# [What is expected]
Among the entries below, please repeat exactly and only the lines from the line containing "Quick job: Parse" to the line containing "Instruction: Summarize the", both lines included.

(Dataset items)
☆ ☆ ☆ ☆
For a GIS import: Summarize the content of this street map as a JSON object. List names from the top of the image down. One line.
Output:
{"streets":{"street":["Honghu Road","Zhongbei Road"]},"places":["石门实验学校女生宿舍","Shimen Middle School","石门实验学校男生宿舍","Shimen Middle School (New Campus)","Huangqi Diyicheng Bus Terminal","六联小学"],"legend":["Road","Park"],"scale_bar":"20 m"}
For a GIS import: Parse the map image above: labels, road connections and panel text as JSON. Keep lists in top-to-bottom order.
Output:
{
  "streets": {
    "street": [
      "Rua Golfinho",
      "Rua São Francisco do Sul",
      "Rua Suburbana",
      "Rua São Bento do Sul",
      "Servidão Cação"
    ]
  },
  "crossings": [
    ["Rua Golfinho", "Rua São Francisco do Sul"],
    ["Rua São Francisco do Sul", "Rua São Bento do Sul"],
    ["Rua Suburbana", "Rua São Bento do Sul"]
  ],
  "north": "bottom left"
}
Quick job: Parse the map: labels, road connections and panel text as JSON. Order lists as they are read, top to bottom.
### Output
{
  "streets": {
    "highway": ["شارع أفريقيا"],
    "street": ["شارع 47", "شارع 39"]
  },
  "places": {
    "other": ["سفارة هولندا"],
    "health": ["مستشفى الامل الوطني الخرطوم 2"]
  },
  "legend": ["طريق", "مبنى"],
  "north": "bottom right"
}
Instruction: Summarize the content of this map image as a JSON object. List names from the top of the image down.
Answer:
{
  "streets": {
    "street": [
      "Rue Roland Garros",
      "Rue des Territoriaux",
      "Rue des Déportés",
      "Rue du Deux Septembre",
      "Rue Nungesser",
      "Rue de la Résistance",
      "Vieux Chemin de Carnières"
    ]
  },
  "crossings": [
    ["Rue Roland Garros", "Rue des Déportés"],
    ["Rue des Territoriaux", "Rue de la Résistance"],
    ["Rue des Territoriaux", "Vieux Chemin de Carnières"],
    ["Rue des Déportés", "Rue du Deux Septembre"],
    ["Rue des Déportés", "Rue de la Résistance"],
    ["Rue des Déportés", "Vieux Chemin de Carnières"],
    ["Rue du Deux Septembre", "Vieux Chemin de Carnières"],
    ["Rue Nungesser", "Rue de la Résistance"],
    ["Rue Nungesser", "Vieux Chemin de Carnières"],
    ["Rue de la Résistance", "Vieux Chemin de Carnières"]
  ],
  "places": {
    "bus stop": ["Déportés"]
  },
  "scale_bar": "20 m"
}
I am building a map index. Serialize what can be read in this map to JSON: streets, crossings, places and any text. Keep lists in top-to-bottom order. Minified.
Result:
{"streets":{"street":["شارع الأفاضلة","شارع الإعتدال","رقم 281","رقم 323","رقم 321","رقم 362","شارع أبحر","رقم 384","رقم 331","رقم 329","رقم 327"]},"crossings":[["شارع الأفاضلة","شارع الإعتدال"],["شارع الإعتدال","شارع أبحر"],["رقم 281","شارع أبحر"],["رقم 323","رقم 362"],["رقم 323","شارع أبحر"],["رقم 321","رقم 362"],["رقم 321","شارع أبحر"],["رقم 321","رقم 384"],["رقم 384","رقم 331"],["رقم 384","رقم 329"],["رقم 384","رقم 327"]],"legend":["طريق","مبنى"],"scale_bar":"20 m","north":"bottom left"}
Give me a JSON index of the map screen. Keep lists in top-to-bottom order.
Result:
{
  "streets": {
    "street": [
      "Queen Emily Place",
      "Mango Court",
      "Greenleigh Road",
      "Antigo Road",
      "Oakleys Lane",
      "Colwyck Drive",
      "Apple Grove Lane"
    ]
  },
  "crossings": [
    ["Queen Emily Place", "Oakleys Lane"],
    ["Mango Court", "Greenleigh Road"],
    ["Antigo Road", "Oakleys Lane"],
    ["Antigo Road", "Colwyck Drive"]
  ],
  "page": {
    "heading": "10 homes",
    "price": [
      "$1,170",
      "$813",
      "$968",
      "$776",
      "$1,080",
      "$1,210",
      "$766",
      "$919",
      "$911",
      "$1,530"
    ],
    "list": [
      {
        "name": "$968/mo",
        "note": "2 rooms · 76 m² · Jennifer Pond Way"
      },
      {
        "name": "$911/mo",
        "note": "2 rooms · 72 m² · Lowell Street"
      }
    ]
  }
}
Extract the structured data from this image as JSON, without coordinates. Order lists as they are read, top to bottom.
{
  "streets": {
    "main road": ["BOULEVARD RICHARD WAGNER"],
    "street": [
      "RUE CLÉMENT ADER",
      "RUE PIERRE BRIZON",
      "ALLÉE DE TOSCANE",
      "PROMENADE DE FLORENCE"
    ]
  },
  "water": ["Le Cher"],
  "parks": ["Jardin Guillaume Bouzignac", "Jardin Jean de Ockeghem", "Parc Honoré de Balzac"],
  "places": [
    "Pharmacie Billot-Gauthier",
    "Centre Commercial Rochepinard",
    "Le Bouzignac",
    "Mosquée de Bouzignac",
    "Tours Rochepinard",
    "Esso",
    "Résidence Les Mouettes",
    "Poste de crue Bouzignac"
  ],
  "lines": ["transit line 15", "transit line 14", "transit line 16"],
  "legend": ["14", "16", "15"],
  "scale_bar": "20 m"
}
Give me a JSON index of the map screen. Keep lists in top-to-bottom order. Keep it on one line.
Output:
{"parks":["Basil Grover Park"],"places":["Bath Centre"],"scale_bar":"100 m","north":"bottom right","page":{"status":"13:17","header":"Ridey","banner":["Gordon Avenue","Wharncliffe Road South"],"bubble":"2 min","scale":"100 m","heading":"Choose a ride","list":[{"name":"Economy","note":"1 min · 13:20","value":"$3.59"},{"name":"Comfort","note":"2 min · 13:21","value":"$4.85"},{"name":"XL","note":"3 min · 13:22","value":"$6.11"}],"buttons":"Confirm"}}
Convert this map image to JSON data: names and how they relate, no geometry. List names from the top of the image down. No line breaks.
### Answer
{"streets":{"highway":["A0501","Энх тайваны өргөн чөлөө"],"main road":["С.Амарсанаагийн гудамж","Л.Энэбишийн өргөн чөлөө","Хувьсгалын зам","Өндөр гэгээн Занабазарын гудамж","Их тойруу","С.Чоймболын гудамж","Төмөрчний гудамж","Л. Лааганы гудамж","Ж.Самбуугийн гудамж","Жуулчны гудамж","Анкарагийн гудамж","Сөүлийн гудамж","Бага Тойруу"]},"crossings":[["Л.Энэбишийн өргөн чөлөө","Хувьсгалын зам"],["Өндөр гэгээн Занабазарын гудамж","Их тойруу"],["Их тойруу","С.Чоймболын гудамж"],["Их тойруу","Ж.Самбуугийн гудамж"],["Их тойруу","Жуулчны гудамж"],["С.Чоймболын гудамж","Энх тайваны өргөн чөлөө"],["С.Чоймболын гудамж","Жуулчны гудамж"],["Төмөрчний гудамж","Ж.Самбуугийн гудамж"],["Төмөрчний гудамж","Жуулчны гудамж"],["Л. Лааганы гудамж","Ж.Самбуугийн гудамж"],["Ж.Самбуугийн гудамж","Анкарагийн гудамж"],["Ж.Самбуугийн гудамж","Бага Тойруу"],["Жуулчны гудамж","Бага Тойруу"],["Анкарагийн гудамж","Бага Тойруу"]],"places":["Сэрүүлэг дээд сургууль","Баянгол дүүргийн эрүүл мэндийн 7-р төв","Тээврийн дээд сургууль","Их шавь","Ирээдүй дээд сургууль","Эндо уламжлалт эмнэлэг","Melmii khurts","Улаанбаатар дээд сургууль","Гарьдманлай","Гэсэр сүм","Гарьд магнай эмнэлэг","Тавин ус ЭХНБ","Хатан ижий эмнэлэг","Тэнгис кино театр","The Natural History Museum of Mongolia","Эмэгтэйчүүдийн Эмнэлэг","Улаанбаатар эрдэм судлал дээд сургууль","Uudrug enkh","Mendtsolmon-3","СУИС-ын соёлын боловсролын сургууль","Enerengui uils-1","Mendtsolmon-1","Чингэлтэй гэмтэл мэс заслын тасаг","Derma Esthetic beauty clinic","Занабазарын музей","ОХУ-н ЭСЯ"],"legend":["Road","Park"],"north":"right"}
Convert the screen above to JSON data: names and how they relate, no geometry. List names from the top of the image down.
☆ ☆ ☆ ☆
# [Written answer]
Quick job: Parse the map: labels, road connections and panel text as JSON. Order lists as they are read, top to bottom.
### Output
{
  "streets": {
    "highway": ["شارع أفريقيا"],
    "street": ["شارع 47", "شارع 39"]
  },
  "places": {
    "other": ["سفارة هولندا"],
    "health": ["مستشفى الامل الوطني الخرطوم 2"]
  },
  "legend": ["طريق", "مبنى"],
  "north": "bottom right"
}
Instruction: Summarize the content of this map image as a JSON object. List names from the top of the image down.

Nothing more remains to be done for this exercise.